Of all the places in the world United States citizens would do well to increase their understanding of, the occupied West Bank in Palestine would seem to be at or near the top of the list.
Dearborn resident Rasha Natour, 22, shown with youth in Mauritania during an internship, will travel to the West Bank for 10 months to teach English this weekend. |
Natour, a 22-year-old Palestinian American, had her heart set on teaching English in the West Bank, but had to settle for applying to teach in Turkey last October for the 10-month program, choosing the country over Jordan and Egypt, which she said had already been visited.
With no reply for much of early 2010, Natour started telling friends that she wasn’t chosen for the scholarship.
But then in June, the WSU graduate in the fields of Political Science and Peace and Conflict Studies received an e-mail that would change everything. The program had added a full West Bank scholarship and wanted Natour for the position.
“When I got that e-mail I jumped up and down, screamed and woke up my parents,” Natour said. “It’s exactly what I wanted, I always wanted to live in the West Bank and do community and humanitarian work and just to see the situation with my own eyes.”
Natour will become the first-ever Fulbright scholar to work as a teaching assistant in the West Bank when she begins work at Birzeit University, which is located just outside of Ramallah.
She’ll have plenty of opportunities to teach, network, improve her Arabic, and work on community enrichment projects, but first she’ll have to find a place to live.
“I plan to stay in a hotel at first and then find another place to live in and make the move,” Natour said about her living arrangements.
“And I’ll have the embassy to stay in touch with, they assist you with day-to-day things at the beginning.
“A lot of things you need to learn on your own, but I’m sure everyone there is going to be willing to help me out.”
She also has family an hour away in terms of straight-line driving distance in an Arab village in Israel, but a wall separating the West Bank from Israel means that most trips to Birzeit would likely take her between two to four hours because of military checkpoints.
Natour believes her past travel experience, including a trip to the African nation of Mauritania through an internship with the United States embassy, along with her teaching experience, Arabic language skills, and Palestinian background helped her receive the highly-competitive scholarship.
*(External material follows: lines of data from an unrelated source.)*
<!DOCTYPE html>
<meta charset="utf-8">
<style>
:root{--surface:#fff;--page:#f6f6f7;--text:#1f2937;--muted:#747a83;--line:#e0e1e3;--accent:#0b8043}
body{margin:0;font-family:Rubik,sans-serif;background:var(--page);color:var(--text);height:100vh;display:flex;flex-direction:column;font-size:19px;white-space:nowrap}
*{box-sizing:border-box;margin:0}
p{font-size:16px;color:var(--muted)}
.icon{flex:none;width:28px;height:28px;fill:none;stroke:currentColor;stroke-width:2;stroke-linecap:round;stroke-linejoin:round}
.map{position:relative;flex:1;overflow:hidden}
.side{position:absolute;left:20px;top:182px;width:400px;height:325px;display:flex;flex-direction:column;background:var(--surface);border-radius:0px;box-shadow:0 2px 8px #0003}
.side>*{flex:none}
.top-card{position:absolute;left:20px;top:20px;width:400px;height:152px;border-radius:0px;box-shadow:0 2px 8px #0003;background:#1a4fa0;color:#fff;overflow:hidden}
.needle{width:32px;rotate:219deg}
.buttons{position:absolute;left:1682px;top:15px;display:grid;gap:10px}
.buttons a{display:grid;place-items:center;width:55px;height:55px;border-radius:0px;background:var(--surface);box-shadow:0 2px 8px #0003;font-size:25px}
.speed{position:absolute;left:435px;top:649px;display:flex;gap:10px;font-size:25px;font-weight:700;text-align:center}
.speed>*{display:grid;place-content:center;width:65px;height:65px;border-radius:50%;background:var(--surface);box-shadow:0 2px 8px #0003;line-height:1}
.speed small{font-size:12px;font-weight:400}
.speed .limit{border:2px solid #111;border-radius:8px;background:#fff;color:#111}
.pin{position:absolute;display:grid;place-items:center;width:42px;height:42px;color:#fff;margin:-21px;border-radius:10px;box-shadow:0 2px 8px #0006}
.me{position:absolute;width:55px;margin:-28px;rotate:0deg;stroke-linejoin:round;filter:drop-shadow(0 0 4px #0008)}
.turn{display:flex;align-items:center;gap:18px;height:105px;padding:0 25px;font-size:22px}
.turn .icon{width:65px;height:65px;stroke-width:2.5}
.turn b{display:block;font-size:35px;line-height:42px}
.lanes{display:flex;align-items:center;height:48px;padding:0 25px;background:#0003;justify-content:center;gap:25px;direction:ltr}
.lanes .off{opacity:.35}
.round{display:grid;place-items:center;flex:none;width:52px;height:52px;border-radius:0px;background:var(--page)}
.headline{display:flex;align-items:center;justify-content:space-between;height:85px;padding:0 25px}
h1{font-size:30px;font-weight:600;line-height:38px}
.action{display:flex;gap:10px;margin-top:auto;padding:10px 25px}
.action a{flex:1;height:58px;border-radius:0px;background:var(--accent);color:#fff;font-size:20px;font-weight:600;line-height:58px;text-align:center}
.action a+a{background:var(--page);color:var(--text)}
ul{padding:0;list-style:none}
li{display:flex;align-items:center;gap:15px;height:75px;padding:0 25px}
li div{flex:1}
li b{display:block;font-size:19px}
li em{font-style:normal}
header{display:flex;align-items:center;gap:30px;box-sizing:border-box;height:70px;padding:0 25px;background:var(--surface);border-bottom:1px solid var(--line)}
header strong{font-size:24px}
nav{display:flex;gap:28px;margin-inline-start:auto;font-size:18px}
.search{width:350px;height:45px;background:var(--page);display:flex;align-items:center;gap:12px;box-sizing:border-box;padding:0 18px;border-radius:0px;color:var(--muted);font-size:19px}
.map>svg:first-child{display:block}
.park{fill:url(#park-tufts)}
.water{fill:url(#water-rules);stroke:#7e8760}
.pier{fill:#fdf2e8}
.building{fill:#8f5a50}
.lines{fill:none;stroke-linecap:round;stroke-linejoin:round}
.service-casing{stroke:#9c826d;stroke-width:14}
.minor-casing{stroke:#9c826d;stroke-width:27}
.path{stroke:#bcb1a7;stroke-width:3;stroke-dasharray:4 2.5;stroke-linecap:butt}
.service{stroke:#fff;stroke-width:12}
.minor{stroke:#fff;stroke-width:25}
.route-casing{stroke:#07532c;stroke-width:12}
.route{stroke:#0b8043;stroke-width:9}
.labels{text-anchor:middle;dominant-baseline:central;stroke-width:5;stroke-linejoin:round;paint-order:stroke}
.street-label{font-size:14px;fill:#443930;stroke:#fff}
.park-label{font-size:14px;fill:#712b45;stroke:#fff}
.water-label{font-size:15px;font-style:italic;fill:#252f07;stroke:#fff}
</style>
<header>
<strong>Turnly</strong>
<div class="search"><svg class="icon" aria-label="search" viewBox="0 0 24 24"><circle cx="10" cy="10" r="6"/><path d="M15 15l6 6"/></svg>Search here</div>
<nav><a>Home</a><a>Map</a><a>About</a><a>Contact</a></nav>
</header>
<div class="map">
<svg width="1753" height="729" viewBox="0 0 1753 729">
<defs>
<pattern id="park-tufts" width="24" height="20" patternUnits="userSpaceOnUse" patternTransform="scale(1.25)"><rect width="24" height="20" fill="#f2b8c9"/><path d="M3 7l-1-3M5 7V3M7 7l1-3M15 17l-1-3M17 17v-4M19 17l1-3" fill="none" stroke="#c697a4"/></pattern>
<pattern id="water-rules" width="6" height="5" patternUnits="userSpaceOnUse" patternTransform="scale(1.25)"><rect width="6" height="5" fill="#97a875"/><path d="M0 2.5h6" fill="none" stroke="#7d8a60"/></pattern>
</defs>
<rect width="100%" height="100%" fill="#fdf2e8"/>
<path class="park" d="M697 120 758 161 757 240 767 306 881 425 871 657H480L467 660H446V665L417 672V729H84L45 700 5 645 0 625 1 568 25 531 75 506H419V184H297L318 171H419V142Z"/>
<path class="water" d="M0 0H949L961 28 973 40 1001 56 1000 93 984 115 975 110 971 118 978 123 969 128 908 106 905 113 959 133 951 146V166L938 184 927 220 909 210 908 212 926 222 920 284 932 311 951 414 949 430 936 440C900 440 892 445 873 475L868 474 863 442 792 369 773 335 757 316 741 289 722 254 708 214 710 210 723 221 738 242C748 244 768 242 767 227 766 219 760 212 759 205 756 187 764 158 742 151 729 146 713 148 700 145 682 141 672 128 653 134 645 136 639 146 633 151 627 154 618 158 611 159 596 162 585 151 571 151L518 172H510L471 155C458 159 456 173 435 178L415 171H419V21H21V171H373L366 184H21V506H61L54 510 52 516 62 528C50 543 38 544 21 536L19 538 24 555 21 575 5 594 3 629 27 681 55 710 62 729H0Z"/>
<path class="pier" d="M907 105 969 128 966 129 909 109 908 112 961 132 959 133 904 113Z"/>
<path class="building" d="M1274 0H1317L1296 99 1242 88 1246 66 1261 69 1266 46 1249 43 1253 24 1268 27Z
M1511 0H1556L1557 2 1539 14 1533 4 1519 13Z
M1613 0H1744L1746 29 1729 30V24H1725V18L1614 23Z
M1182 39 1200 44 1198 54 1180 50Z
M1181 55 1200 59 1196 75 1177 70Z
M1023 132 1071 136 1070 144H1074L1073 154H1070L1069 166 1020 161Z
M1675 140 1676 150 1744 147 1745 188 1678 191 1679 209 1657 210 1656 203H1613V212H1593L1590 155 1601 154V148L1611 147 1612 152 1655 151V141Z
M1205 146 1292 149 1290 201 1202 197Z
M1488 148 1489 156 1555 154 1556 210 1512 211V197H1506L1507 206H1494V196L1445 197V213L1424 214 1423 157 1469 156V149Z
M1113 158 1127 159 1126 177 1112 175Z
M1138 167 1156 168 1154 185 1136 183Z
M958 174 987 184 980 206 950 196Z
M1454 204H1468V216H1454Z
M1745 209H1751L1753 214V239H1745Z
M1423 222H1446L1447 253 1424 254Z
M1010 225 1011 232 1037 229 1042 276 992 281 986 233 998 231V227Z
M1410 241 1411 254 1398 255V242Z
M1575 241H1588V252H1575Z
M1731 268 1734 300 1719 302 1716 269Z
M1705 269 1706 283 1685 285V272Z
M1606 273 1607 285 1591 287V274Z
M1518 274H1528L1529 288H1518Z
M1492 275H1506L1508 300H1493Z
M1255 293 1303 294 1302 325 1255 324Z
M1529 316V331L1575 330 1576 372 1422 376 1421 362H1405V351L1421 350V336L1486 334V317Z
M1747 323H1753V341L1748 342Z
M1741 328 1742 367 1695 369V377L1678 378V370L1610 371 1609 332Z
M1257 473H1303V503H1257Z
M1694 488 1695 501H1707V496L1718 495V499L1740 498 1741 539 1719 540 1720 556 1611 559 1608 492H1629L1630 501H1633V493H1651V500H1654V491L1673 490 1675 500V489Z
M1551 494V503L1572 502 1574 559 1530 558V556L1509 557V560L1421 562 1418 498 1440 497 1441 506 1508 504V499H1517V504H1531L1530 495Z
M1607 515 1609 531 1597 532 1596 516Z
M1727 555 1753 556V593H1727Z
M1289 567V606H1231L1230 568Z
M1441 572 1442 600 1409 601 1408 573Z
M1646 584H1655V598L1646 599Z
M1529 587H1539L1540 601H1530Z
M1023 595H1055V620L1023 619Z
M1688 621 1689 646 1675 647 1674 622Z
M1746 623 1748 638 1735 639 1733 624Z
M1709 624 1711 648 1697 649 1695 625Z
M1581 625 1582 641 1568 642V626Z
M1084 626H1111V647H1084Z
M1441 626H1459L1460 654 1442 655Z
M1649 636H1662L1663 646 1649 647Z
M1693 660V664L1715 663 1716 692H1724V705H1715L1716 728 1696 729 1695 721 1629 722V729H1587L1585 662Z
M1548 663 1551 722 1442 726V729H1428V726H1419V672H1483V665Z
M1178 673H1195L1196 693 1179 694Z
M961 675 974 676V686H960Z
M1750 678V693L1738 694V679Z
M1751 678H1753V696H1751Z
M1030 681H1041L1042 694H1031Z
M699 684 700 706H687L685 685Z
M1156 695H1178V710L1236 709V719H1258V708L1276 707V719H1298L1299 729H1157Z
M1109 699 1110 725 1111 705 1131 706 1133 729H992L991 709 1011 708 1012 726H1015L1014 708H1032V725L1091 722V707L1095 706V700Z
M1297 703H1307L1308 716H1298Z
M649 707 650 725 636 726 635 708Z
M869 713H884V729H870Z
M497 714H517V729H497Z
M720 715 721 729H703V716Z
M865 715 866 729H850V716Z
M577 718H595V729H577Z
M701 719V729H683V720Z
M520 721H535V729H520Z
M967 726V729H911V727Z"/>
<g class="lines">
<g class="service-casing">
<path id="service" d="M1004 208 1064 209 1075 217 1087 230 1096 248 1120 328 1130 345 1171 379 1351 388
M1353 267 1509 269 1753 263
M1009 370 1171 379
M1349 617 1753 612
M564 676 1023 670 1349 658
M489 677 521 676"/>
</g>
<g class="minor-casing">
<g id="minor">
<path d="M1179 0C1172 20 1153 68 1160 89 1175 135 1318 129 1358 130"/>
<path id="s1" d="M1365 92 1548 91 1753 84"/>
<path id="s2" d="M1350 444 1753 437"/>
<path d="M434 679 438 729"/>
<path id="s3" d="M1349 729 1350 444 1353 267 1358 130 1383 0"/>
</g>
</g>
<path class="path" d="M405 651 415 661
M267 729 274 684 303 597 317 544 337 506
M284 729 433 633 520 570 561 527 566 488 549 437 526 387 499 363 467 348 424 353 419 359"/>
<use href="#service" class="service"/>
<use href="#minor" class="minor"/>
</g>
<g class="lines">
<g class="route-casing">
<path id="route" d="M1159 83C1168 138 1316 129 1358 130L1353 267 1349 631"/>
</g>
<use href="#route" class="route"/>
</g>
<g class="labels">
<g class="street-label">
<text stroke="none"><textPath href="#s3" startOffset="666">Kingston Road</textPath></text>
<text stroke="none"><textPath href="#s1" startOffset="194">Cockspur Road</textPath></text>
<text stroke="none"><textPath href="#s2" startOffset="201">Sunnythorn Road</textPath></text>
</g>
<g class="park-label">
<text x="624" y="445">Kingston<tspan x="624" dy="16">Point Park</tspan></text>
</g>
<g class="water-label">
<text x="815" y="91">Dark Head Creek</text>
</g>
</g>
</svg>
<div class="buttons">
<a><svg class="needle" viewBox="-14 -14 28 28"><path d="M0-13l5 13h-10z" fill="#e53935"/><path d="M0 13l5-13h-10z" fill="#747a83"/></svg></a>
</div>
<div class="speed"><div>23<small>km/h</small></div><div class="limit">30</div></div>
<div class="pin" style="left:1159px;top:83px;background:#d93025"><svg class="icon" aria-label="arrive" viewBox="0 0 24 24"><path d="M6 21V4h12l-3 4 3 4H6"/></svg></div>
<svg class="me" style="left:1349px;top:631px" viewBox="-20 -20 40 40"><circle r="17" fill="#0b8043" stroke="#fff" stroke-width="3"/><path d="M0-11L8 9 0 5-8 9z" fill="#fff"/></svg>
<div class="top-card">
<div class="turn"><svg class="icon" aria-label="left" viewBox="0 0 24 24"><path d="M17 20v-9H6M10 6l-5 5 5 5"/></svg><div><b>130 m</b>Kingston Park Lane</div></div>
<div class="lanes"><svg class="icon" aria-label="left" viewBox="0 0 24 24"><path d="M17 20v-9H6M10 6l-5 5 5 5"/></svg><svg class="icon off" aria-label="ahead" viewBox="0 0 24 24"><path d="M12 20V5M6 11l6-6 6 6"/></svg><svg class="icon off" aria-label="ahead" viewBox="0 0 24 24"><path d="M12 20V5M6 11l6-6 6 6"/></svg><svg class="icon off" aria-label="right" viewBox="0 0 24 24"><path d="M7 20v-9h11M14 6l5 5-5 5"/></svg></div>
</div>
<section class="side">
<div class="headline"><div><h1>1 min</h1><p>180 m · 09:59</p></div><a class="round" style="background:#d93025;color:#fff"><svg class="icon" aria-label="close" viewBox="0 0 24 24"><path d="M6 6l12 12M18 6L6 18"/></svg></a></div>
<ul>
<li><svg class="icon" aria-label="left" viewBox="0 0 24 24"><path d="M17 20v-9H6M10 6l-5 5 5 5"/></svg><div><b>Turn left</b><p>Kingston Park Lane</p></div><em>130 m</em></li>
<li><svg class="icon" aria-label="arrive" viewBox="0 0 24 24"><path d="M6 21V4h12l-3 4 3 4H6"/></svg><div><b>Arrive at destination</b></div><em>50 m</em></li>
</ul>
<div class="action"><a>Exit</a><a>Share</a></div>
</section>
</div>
Her 24-year-old sister Rhana also encouraged her to apply, as she recently returned from a Fulbright scholarship trip to Dubai in the United Arab Emirates.
The Fulbright Scholarship program, which is sponsored by the U.S. Department of State, awarded about 6,000 grants in 2008 at a cost of more than $275 million, to U.S. students, teachers, professionals and scholars to teach, study, and conduct research in more than 155 countries while also providing similar assistance to participating foreign countries to engage in similar activities in the United States.
In 1945, Senator J. William Fulbright introduced a bill in the U.S. Congress calling for the use of surplus war property to fund the “promotion of international goodwill through the exchange of students in the fields of education, culture, and science.” President Harry Truman signed the bill into law in 1946.
Natour, who hopes to pursue a career with an organization that promotes social justice or human rights in the future, is part of a growing group of Arab American youth in metro Detroit with similar goals and designs on helping to alleviate suffering in the Middle East and other parts of the world.
She hopes that seeing the difficult humanitarian situation Palestinians face due to the Israeli occupation will give her a better grasp of the situation and the needs of the populace.
“Hopefully this trip will enhance my understanding of the conflict from a personal level and the things they experience, I’m mostly looking forward to experiencing the reality they face on the ground because you can only read about it so much but living it is a totally different experience,” she said.
“I also want to help the communities while I’m there or it would have been a waste.”